At the risk of sounding presumptuous, nothing like writing about something you know, in the experiential sense of that word.
Which is not to say that “the staff” doesn’t make its best effort to keep up with what the current generation of Jazz players are putting out there.
Thanks to recording labels like BFM Jazz, Capri, Criss Cross, Reservoir, Sharp Nine, Sunnyside and a host of self-produced recordings that hit the mailbox of the JazzProfiles offices along with a variety of public and media relations information, we have the opportunity to listen to a great variety of music on the current Jazz scene.
Not all of this music speaks to us, but occasionally we run into a player like alto saxophonist Mike Di Rubbo who totally knocks us out.
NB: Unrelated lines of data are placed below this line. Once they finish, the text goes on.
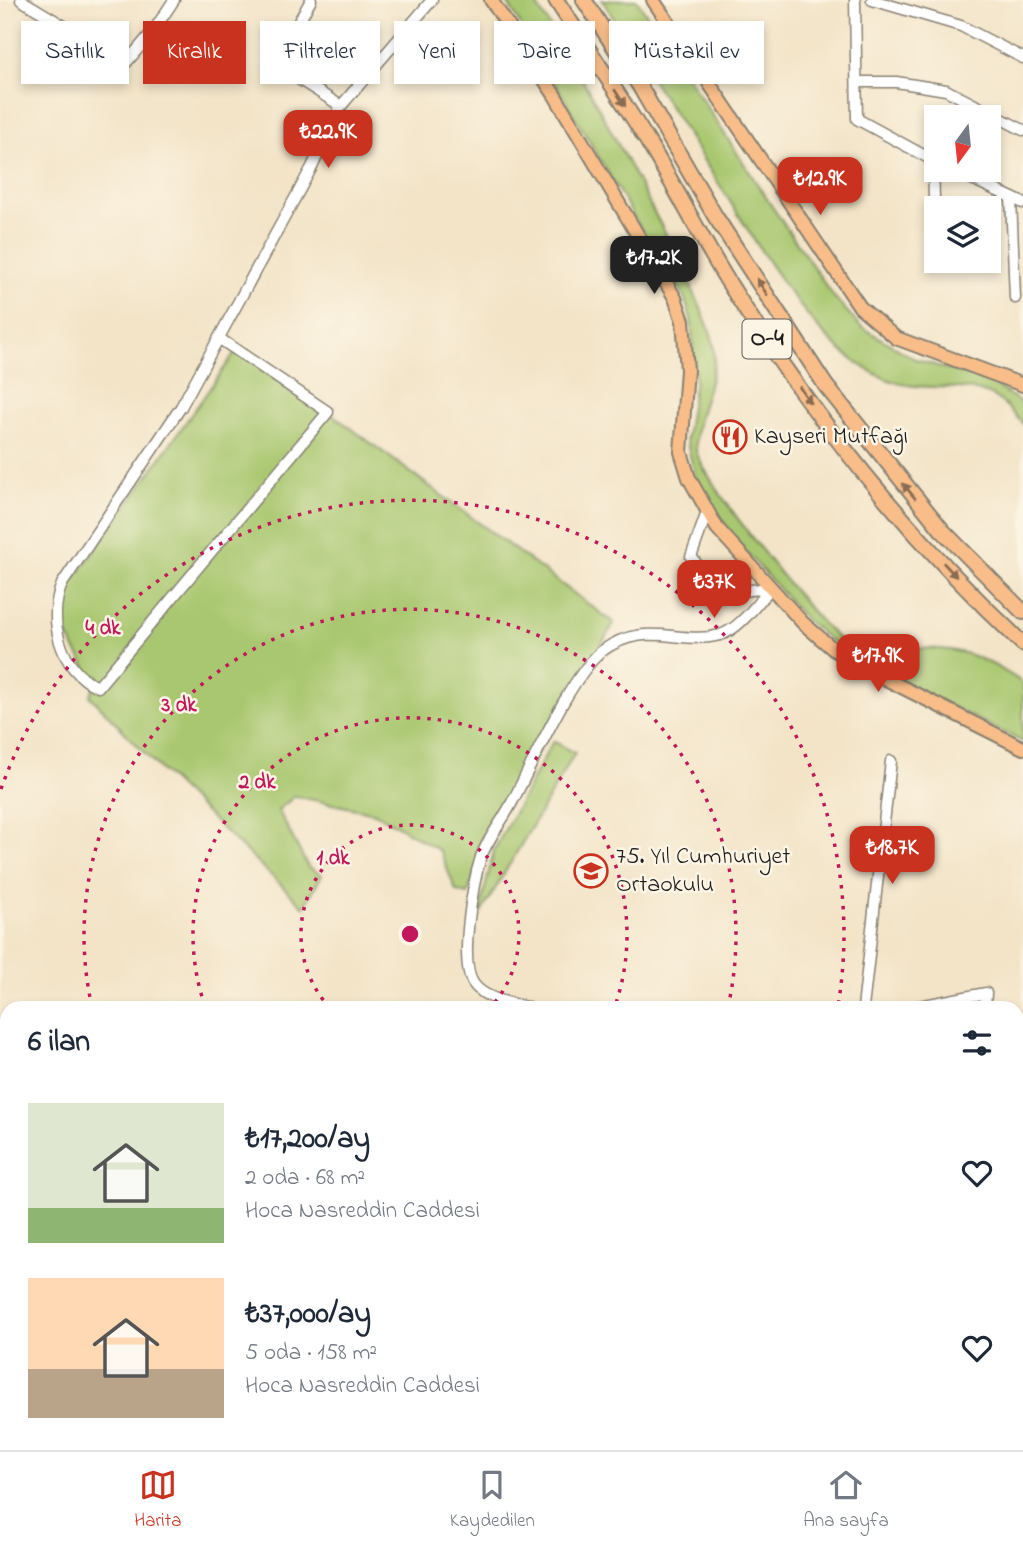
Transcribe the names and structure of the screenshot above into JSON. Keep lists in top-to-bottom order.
{
  "streets": {
    "highway": ["O-4"]
  },
  "places": {
    "restaurant": ["Kayseri Mutfağı"],
    "school or university": ["75. Yıl Cumhuriyet Ortaokulu"]
  },
  "north": "bottom",
  "page": {
    "chip": [
      "Satılık",
      "Kiralık",
      "Filtreler",
      "Yeni",
      "Daire",
      "Müstakil ev"
    ],
    "price": [
      "₺22.9K",
      "₺12.9K",
      "₺17.2K",
      "₺37K",
      "₺17.9K",
      "₺18.7K"
    ],
    "heading": "6 ilan",
    "list": [
      {
        "name": "₺17,200/ay",
        "note": "2 oda · 68 m² · Hoca Nasreddin Caddesi"
      },
      {
        "name": "₺37,000/ay",
        "note": "5 oda · 158 m² · Hoca Nasreddin Caddesi"
      }
    ],
    "tabs": ["Harita", "Kaydedilen", "Ana sayfa"]
  },
  "rings": [
    "4 dk",
    "3 dk",
    "2 dk",
    "1 dk"
  ]
}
Here’s a media release that offers a nice overview of Mike and his music.
“Today, in an age where media-created young lions are more interested in downloads than down beats, alto saxophonist/composer/bandleader/educator Mike DiRubbo is the real deal.
Ever since he arrived in New York two decades ago, DiRubbo has reigned supreme as one of the most durable and dynamic musicians of his generation. That bold statement is augmented by the aural evidence of his work with the brightest jazz stars including Tony Reedus, Larry Willis, Eddie Henderson, Clarence “Gatemouth” Brown, Dwayne Burno, Peter Washington, Carl Allen, John Hicks and Cecil Payne, and as a solo artist, with eight critically-acclaimed CD’s as a leader. DiRubbo has worked in various New York clubs including Smalls, Smoke, 55 Bar, the Kitano, and has also performed in many national and international venues including the Litchfield Jazz Festival, Vizta Jazz in Rio de Janeiro, The Maze in Rio de Janeiro, Ronnie Scott’s and Pizza Express in London, the Clifford Brown Jazz Festival, the Greater Hartford Festival of Jazz, the JVC Jazz Festival in NYC, the Jazz, Blues and Videotape festival in Tel Aviv, Ferrara Jazz in Italy, and Ancona Jazz Festival.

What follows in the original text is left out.